Es ist klar, dass hohe Zinssätze einen negativen Einfluss auf das Wirtschaftswachstum und insgesamt auf die Geschäftstätigkeit haben. Derzeit kann die Stimmung in den entwickelten Ländern insgesamt als depressiv bezeichnet werden. Der PMI-Index in der Produktion hat überall die Schwelle von 50 Punkten überschritten und befindet sich heute in der pessimistischen Zone. Es herrscht Unglück im Geschäftsbereich in Deutschland, Schweden und Österreich. Je schlechter dort die Geschäftstätigkeit ist, desto geringer wird die Nachfrage nach Treibstoff sein.
Darüber hinaus ist es mitten im Sommer, die Urlaubszeit ist gekommen. In solchen Zeiten sinken traditionell die Produktionsvolumina und die Nutzung von Kraftfahrzeugen nimmt ab. Übrigens entfallen etwa 44% des Ölverbrauchs auf Kraftfahrzeuge.
Enttäuschend ist auch die Bohraktivität in den USA, da sie weiterhin abnimmt. Die Absichten der OPEC-Mitgliedsländer, die Produktion weiter zu kürzen, tragen nicht zur Optimismus bei. Und das, obwohl andere nicht verbündete Ölförderländer in den nächsten zwei Jahren nicht genügend Rohstoffe auf den Markt bringen können, da ihnen erhebliche Finanzierungsmittel fehlen.
Zum Glück gibt es in dem ganzen Fass jedoch auch etwas Honig. Zum Beispiel hat das American Petroleum Institute die Dynamik der Öl- und Ölproduktreserven in der letzten Woche bewertet, die für den Ölsektor sehr positiv waren, da sie auf eine verstärkte Nachfrage hindeuten. So sanken die Ölreserven um 2,4 Millionen Barrel, die Benzinreserven um 2,9 Millionen Barrel. Doch die Vorräte an Destillaten hingegen stiegen um 777.000 Barrel an.

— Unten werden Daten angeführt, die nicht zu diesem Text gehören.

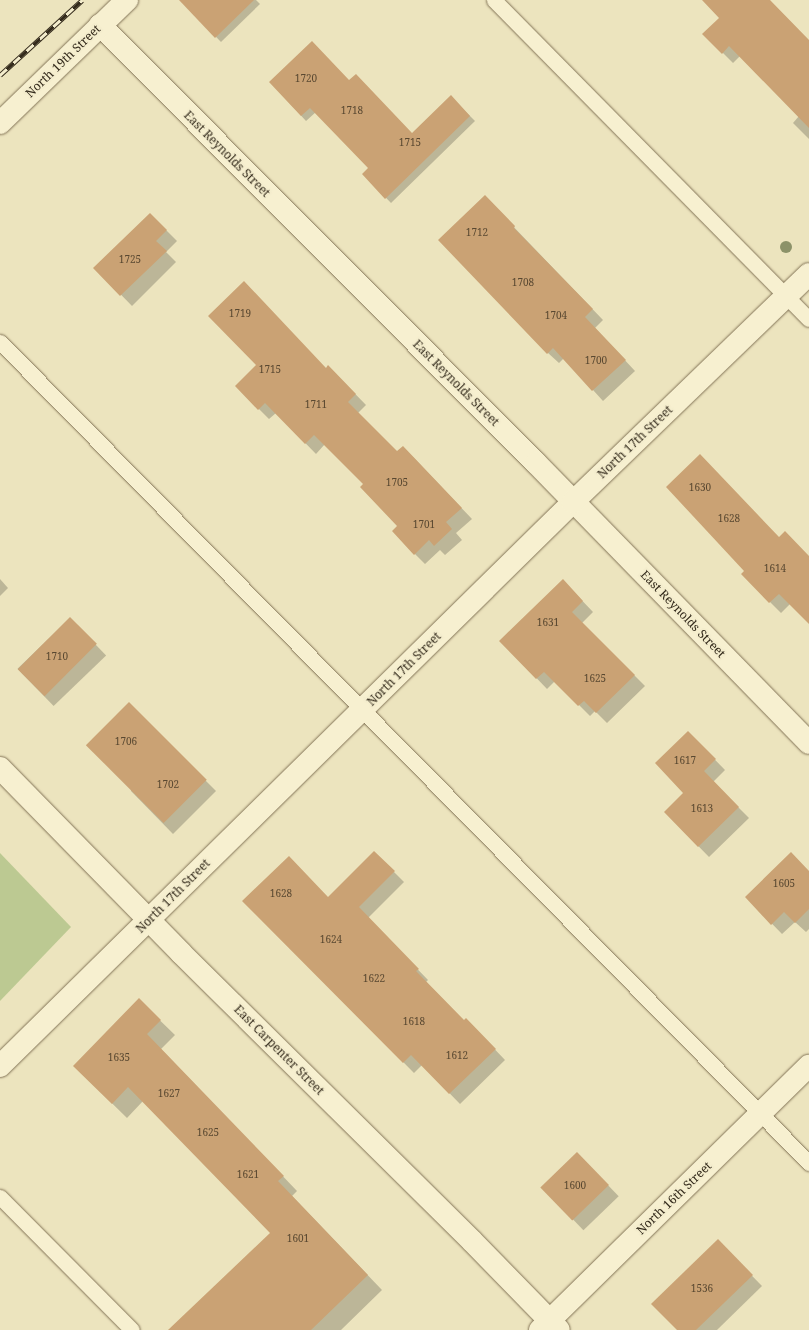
<!DOCTYPE html>
<html>
<head>
<meta charset="utf-8">
<style>
  body { margin:0 }
  #map { position:relative; width:809px; height:1330px; overflow:hidden; background:#ece4be; font-family:"Noto Serif",serif }
  div>[style] { position:absolute }
  .green>* { inset:0; background:#bcc992 }
  .shadow>* { inset:0; background:#0003; transform-origin:0 0 }
  .building>* { inset:0; background:#caa274; transform-origin:0 0 }
  .roads { filter:drop-shadow(0 0 1px #837457) drop-shadow(0 0 1px #837457) }
  .lane>* { height:15px; margin:-7.5px; padding:0 7.5px; transform-origin:7.5px; border-radius:7.5px; background:#f7f0d0 }
  .street>* { height:22px; margin:-11px; padding:0 11px; transform-origin:11px; border-radius:11px; background:#f7f0d0 }
  .secondary>* { height:22px; margin:-11px; padding:0 11px; transform-origin:11px; border-radius:11px; background:#f7f0d0 }
  .rail>* { height:4.5px; margin-top:-2.25px; transform-origin:0; background:repeating-linear-gradient(90deg,#f4edcd 0 9px,#332a1b 0 18px); box-sizing:border-box; border-block:1px solid #332a1b }
  .trees>* { width:12px; height:12px; margin:-6px; border-radius:50%; background:#8c9269 }
  span { translate:-50% -50%; white-space:nowrap; text-align:center; line-height:1.15; -webkit-text-stroke:4px #f4edcd; paint-order:stroke }
  .number-label { font-size:10px; color:#594831 }
  .number-label span { -webkit-text-stroke-width:0 }
  .street-label { font-size:12px; color:#332a1b }
</style>
</head>
<body>
<div id="map">
  <div class="green">
    <i style="clip-path:polygon(0 853px,71px 927px,0 1001px)"></i>
  </div>
  <div class="shadow">
    <i style="clip-path:polygon(185px 0,256px 0,260px 4px,221px 42px,182px 2px)"></i>
    <i style="clip-path:polygon(713px 0,769px 0,809px 41px,809px 139px,793px 123px,799px 116px,740px 56px,733px 63px,704px 34px,720px 18px)"></i>
    <i style="clip-path:polygon(270px 82px,349px 82px,412px 134px,451px 97px,475px 121px,391px 203px,363px 174px,369px 168px,316px 112px,306px 121px)"></i>
    <i style="clip-path:polygon(485px 197px,603px 320px,595px 328px,635px 371px,603px 401px,564px 358px,559px 363px,548px 353px)"></i>
    <i style="clip-path:polygon(150px 214px,177px 241px,166px 252px,176px 262px,132px 306px,95px 268px)"></i>
    <i style="clip-path:polygon(328px 366px,366px 405px,358px 413px,397px 452px,413px 457px,472px 519px,456px 533px,462px 540px,445px 555px,440px 550px,425px 564px,415px 554px,399px 526px,364px 484px,325px 444px,316px 454px,276px 413px,269px 419px,236px 386px,326px 369px)"></i>
    <i style="clip-path:polygon(779px 538px,809px 557px,809px 623px,790px 604px,781px 613px,742px 574px)"></i>
    <i style="clip-path:polygon(0 579px,8px 588px,0 596px)"></i>
    <i style="clip-path:polygon(573px 591px,593px 612px,582px 623px,645px 686px,607px 723px,595px 711px,590px 716px,555px 681px,547px 689px,501px 641px)"></i>
    <i style="left:70px;top:618px;width:52px;height:73px;rotate:46deg"></i>
    <i style="clip-path:polygon(129px 704px,216px 791px,173px 834px,131px 791px)"></i>
    <i style="clip-path:polygon(688px 732px,725px 770px,713px 782px,749px 818px,709px 857px,665px 812px,685px 793px)"></i>
    <i style="clip-path:polygon(374px 852px,404px 882px,368px 918px,428px 980px,426px 982px,464px 1021px,466px 1019px,505px 1060px,460px 1104px,422px 1065px,414px 1073px,244px 901px,328px 898px)"></i>
    <i style="clip-path:polygon(809px 872px,809px 929px,806px 932px,795px 922px,782px 934px,746px 897px)"></i>
    <i style="clip-path:polygon(139px 1000px,175px 1035px,161px 1049px,297px 1191px,292px 1196px,382px 1290px,341px 1330px,171px 1330px,271px 1233px,143px 1101px,127px 1118px,74px 1066px)"></i>
    <i style="left:577px;top:1153px;width:60px;height:49px;rotate:46deg"></i>
    <i style="clip-path:polygon(718px 1241px,762px 1286px,717px 1330px,678px 1330px)"></i>
  </div>
  <div class="building">
    <i style="clip-path:polygon(179px 0,254px 0,215px 38px)"></i>
    <i style="clip-path:polygon(702px 0,770px 0,809px 40px,809px 128px,729px 46px,722px 54px,702px 34px,719px 18px)"></i>
    <i style="clip-path:polygon(312px 41px,349px 80px,356px 74px,412px 133px,451px 95px,470px 116px,385px 199px,362px 174px,368px 168px,310px 108px,301px 116px,269px 82px)"></i>
    <i style="clip-path:polygon(485px 195px,515px 226px,514px 228px,593px 309px,585px 317px,626px 360px,592px 391px,553px 348px,547px 354px,438px 240px)"></i>
    <i style="clip-path:polygon(150px 213px,167px 230px,156px 241px,167px 251px,120px 296px,93px 268px)"></i>
    <i style="clip-path:polygon(244px 281px,326px 368px,328px 365px,356px 394px,348px 402px,397px 451px,403px 446px,462px 508px,446px 522px,452px 529px,434px 546px,429px 540px,414px 555px,392px 531px,397px 526px,360px 487px,363px 484px,314px 435px,305px 444px,265px 403px,258px 410px,235px 386px,256px 365px,208px 316px)"></i>
    <i style="clip-path:polygon(700px 454px,779px 537px,785px 531px,809px 556px,809px 624px,779px 594px,769px 603px,741px 574px,744px 571px,666px 487px)"></i>
    <i style="clip-path:polygon(563px 579px,583px 601px,572px 612px,635px 675px,596px 713px,584px 701px,578px 706px,544px 672px,536px 679px,499px 641px)"></i>
    <i style="left:70px;top:617px;width:38px;height:74px;rotate:45deg"></i>
    <i style="left:129px;top:702px;width:110px;height:61px;rotate:45deg"></i>
    <i style="clip-path:polygon(688px 731px,716px 759px,704px 771px,739px 807px,698px 847px,664px 812px,683px 793px,655px 763px)"></i>
    <i style="clip-path:polygon(374px 851px,395px 871px,359px 907px,419px 969px,416px 971px,464px 1020px,466px 1018px,496px 1049px,449px 1094px,411px 1055px,403px 1063px,242px 901px,289px 856px,328px 897px)"></i>
    <i style="clip-path:polygon(791px 852px,809px 871px,809px 909px,795px 923px,784px 912px,771px 925px,745px 897px)"></i>
    <i style="clip-path:polygon(139px 998px,161px 1020px,147px 1034px,284px 1176px,278px 1181px,368px 1275px,311px 1330px,168px 1330px,270px 1233px,128px 1087px,112px 1104px,73px 1066px)"></i>
    <i style="left:577px;top:1152px;width:46px;height:51px;rotate:46deg"></i>
    <i style="clip-path:polygon(718px 1239px,753px 1275px,696px 1330px,677px 1330px,651px 1304px)"></i>
  </div>
  <div class="roads">
    <div class="lane">
      <i style="left:494px;top:0;width:448px;rotate:45.4deg"></i>
      <i style="left:0;top:342px;width:1153px;rotate:45.42deg"></i>
      <i style="left:0;top:1197px;width:187px;rotate:45.2deg"></i>
    </div>
    <div class="street">
      <i style="left:100px;top:25px;width:618px;rotate:45.13deg"></i>
      <i style="left:536px;top:463px;width:391px;rotate:45.7deg"></i>
      <i style="left:0;top:123px;width:177px;rotate:-44.1deg"></i>
      <i style="left:0;top:1066px;width:804px;rotate:-44.55deg"></i>
      <i style="left:573px;top:502px;width:328px;rotate:-44deg"></i>
      <i style="left:540px;top:1330px;width:377px;rotate:-44.5deg"></i>
    </div>
    <div class="secondary">
      <i style="left:0;top:768px;width:259px;rotate:45.6deg"></i>
      <i style="left:181px;top:953px;width:409px;rotate:44.7deg"></i>
      <i style="left:472px;top:1241px;width:124px;rotate:45.7deg"></i>
    </div>
  </div>
  <div class="rail">
    <i style="left:0;top:75px;width:111px;rotate:-42.4deg"></i>
  </div>
  <div class="trees">
    <i style="left:786px;top:247px"></i>
  </div>
  <div class="number-label">
    <span style="left:306px;top:79px">1720</span>
    <span style="left:352px;top:111px">1718</span>
    <span style="left:410px;top:143px">1715</span>
    <span style="left:477px;top:233px">1712</span>
    <span style="left:130px;top:260px">1725</span>
    <span style="left:523px;top:283px">1708</span>
    <span style="left:240px;top:314px">1719</span>
    <span style="left:556px;top:316px">1704</span>
    <span style="left:596px;top:361px">1700</span>
    <span style="left:270px;top:370px">1715</span>
    <span style="left:316px;top:405px">1711</span>
    <span style="left:397px;top:483px">1705</span>
    <span style="left:700px;top:488px">1630</span>
    <span style="left:729px;top:519px">1628</span>
    <span style="left:424px;top:525px">1701</span>
    <span style="left:775px;top:569px">1614</span>
    <span style="left:548px;top:623px">1631</span>
    <span style="left:57px;top:657px">1710</span>
    <span style="left:595px;top:679px">1625</span>
    <span style="left:126px;top:742px">1706</span>
    <span style="left:685px;top:761px">1617</span>
    <span style="left:168px;top:785px">1702</span>
    <span style="left:702px;top:809px">1613</span>
    <span style="left:784px;top:884px">1605</span>
    <span style="left:281px;top:894px">1628</span>
    <span style="left:331px;top:940px">1624</span>
    <span style="left:374px;top:979px">1622</span>
    <span style="left:414px;top:1022px">1618</span>
    <span style="left:457px;top:1056px">1612</span>
    <span style="left:119px;top:1058px">1635</span>
    <span style="left:169px;top:1094px">1627</span>
    <span style="left:208px;top:1133px">1625</span>
    <span style="left:248px;top:1175px">1621</span>
    <span style="left:575px;top:1186px">1600</span>
    <span style="left:298px;top:1239px">1601</span>
    <span style="left:702px;top:1289px">1536</span>
  </div>
  <div class="street-label">
    <span style="left:63px;top:61px;rotate:-44deg">North 19th Street</span>
    <span style="left:227px;top:154px;rotate:45deg">East Reynolds Street</span>
    <span style="left:456px;top:383px;rotate:45deg">East Reynolds Street</span>
    <span style="left:635px;top:442px;rotate:-44deg">North 17th Street</span>
    <span style="left:683px;top:614px;rotate:46deg">East Reynolds Street</span>
    <span style="left:404px;top:669px;rotate:-45deg">North 17th Street</span>
    <span style="left:173px;top:896px;rotate:-45deg">North 17th Street</span>
    <span style="left:279px;top:1050px;rotate:45deg">East Carpenter Street</span>
    <span style="left:674px;top:1198px;rotate:-44deg">North 16th Street</span>
  </div>
</div>
</body>
</html>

Zusätzlich zu diesen Entwicklungen waren die makroökonomischen Daten, die gestern in den USA veröffentlicht wurden, stärker als von Analysten erwartet. Der Verbrauchervertrauensindex in den USA stieg in diesem Monat überraschend auf 109,7 Punkte (im Mai lag er bei 102,5 Punkten). Das Vertrauen der amerikanischen Verbraucher erreichte den höchsten Stand seit Januar des letzten Jahres. Analysten hatten auch einen Anstieg erwartet, allerdings nur auf 104 Punkte.
Gleichzeitig wurde auch eine weitere erfreuliche Entwicklung für den Ölsektor bekannt - die Verkäufe von neuen Häusern in den USA stiegen im Mai um 12,2% im Vergleich zum April. Experten hatten angesichts einer möglichen Rezession in der größten Volkswirtschaft mit einem Rückgang des Immobilienmarktes gerechnet.
Es besteht die Hoffnung, dass die genannten Risiken trotz der Verlangsamung der weltweiten Wirtschaft durch eine Nachfrageschwäche ausgeglichen werden können. Es ist zu beachten, dass das Unsicherheitsniveau auf dem Ölmarkt immer noch recht hoch ist, und daher könnten Szenarien, in denen die Ölpreise die Marke von 80 US-Dollar pro Barrel überschreiten, in der zweiten Jahreshälfte durchaus Realität werden.